Der Fall Rauscher. Ist das überhaupt ein Fall? Einer, der in den heiligen Hallen der hohen Universität geklärt werden kann? Oder ist es nur ein Privatfall Rauscher, wenn ein Professor für ausländisches und europäisches Privat- und Verfahrensrecht an der Juristenfakultät der Uni Leipzig regelmäßig mit fremden- und islamfeindlichen Tweets auffällt?

Selbst die „Süddeutsche“ lotet recht vorsichtig aus, inwieweit die Meinungen des Prof. Dr. Thomas Rauscher noch von Meinungsfreiheit und der Lehrfreiheit an deutschen Universitäten gedeckt ist. „Der Rechtspopulismus tobt auch an den Unis. Die reagieren mal souverän, mal hilflos“, heißt es dort. Rauscher ist kein Einzelfall. Genauere Zahlen hat man nicht. Aber es gab auch an der Uni Leipzig schon einige recht hartgesottene Professoren, die mit Haltungen und Denkweisen auffielen, die zumindest aus dem erzkonservativen Bereich der deutschen Eliten stammen.

Auch wenn es heute wie eine Provokation wirkt, wenn Rauscher twittert „JE SUIS PEGIDA!“, ist das nicht wirklich neu. Die Denkhaltung jedenfalls nicht. Das war alles schon vorher da und gehört zum großen Nebelfeld der Neuen Rechten, die so neu nicht sind, sondern in sehr elitären Verbänden, Kreisen und Burschenschaften der Bundesrepublik immer ihre alte Vorstellungen zum einzig Richtigen pflegten. Was übrigens auch ein Grund dafür ist, dass es etlichen Staatsdienern in Deutschland so schwerfällt, sich wirklich von PEGIDA & Co. zu distanzieren.

Denn ursprünglich kommt das alles aus dem selben Topf, werden von alten Herren und neuen Rechten die alten Grundbausteine des Elite-Denkens immer wieder neu verbaut, hervorgezaubert in letzter Zeit mit dem Gestus einer neuen (deutschen) Alternative: Man verkleidet sich alternativ und verkauft den alten Chauvinismus als neue Opposition.

Das, was Rauscher twittert, stammt aus diesem großen Topf.

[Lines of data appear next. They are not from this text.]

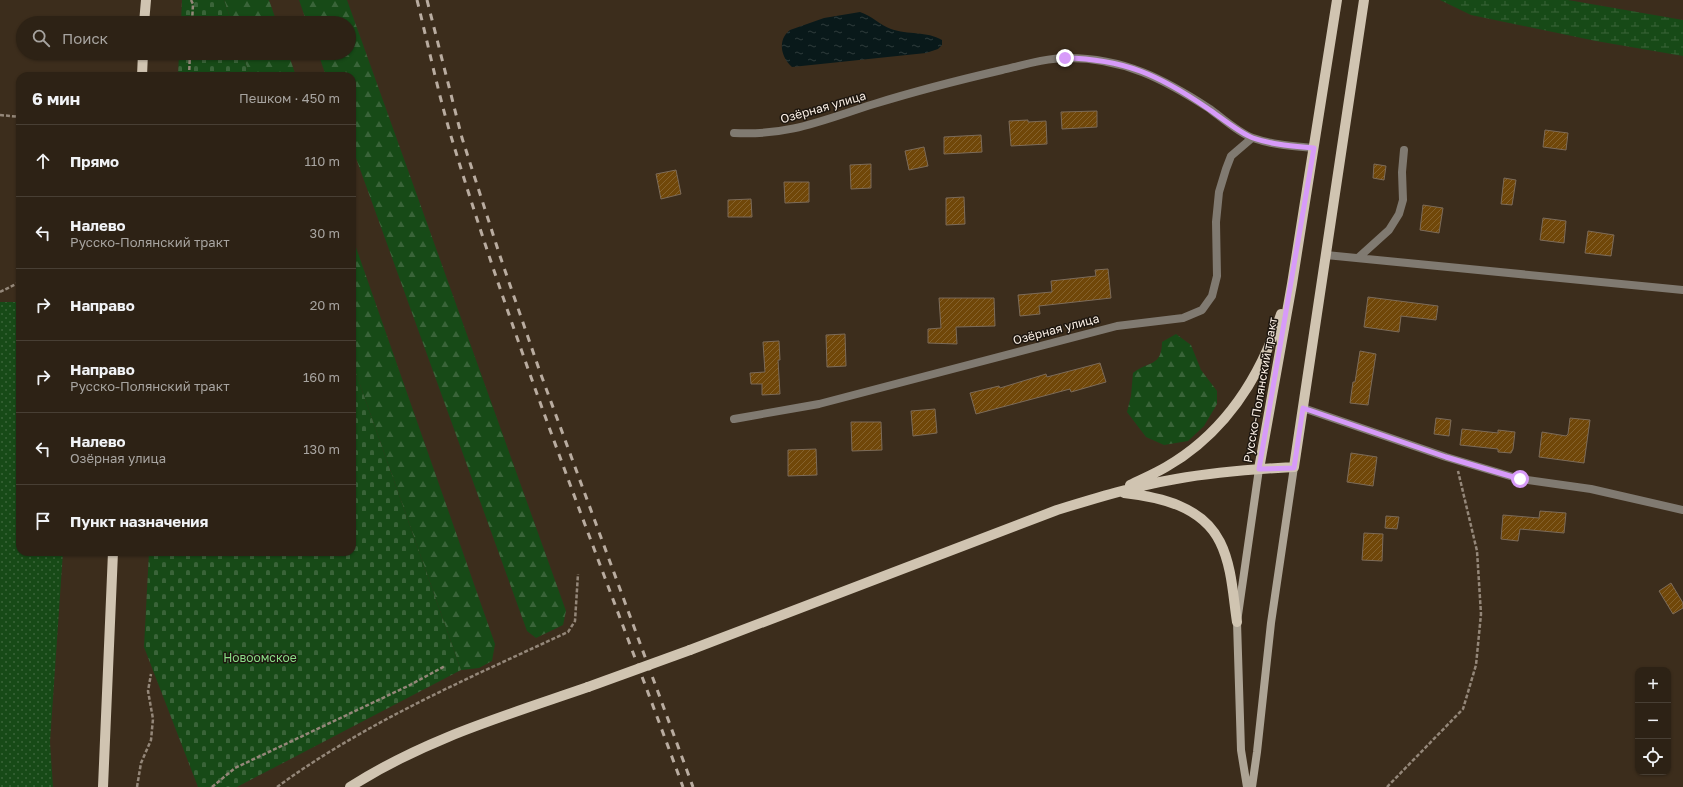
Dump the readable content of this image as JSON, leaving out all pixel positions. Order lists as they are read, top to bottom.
{
  "streets": {
    "main road": ["Русско-Полянский тракт"],
    "street": ["Озёрная улица"]
  },
  "crossings": [
    ["Озёрная улица", "Русско-Полянский тракт"]
  ],
  "parks": ["Новоомское"],
  "page": {
    "search": "Поиск",
    "heading": ["6 мин", "Пешком · 450 m"],
    "list": [
      ["Прямо", "110 m"],
      ["Налево", "Русско-Полянский тракт", "30 m"],
      ["Направо", "20 m"],
      ["Направо", "Русско-Полянский тракт", "160 m"],
      ["Налево", "Озёрная улица", "130 m"],
      "Пункт назначения"
    ],
    "map_buttons": ["+", "−"]
  }
}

Am 1. Februar meldete sich der Student_innenRat der Uni Leipzig zu Wort und kritisierte Rauschers Äußerungen auf seinem Twitter-Account. Am 29. Januar hatte sich der Fachschaftsrat Jura auf Facebook mit einer Statusmeldung geäußert, in welcher Tweets von Prof. Dr. Thomas Rauscher den Studierenden zugänglich gemacht wurden. Mit dem Weltbild einer weltoffenen Hochschule und einer anzustrebenden pluralistisch-solidarischen Gesellschaft hätten Rauschers Äußerungen nichts zu tun, kommentierten die Studierenden.

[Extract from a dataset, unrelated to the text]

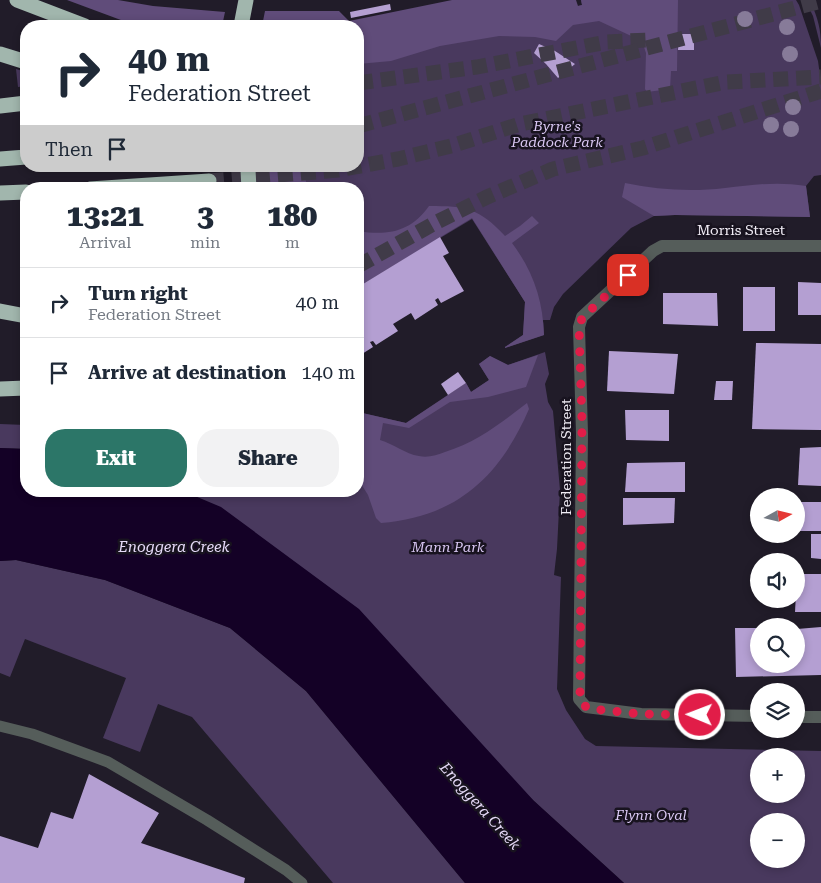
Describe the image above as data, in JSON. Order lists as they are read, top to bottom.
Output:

Marcus Adler, Referent für Antirassismus: „Neben den für uns völlig inakzeptablen und gegen Muslime bzw. Geflüchtete hetzenden Inhalte seiner Tweets, schockiert uns vor allem die aggressive und autoritäre Wortwahl des Professors.“

Rauscher zeichne ein stereotypisiertes Bild von Menschen muslimischen Glaubens als Bedrohung für eine „deutsche Kultur“ und bezeichne Geflüchtete in Anspielung auf die prekären sozialen Umstände in französischen urbanen Randgebieten als „Banlieue-Horden aus dem Maghreb“. Vokabular wie „Schlauchboot-Spuk“ offenbare zudem einen Standpunkt zu den Themen Flucht und Vertreibung, der sämtliche humanistischen Grundwerte einer offenen und demokratischen Gesellschaft vermissen lasse.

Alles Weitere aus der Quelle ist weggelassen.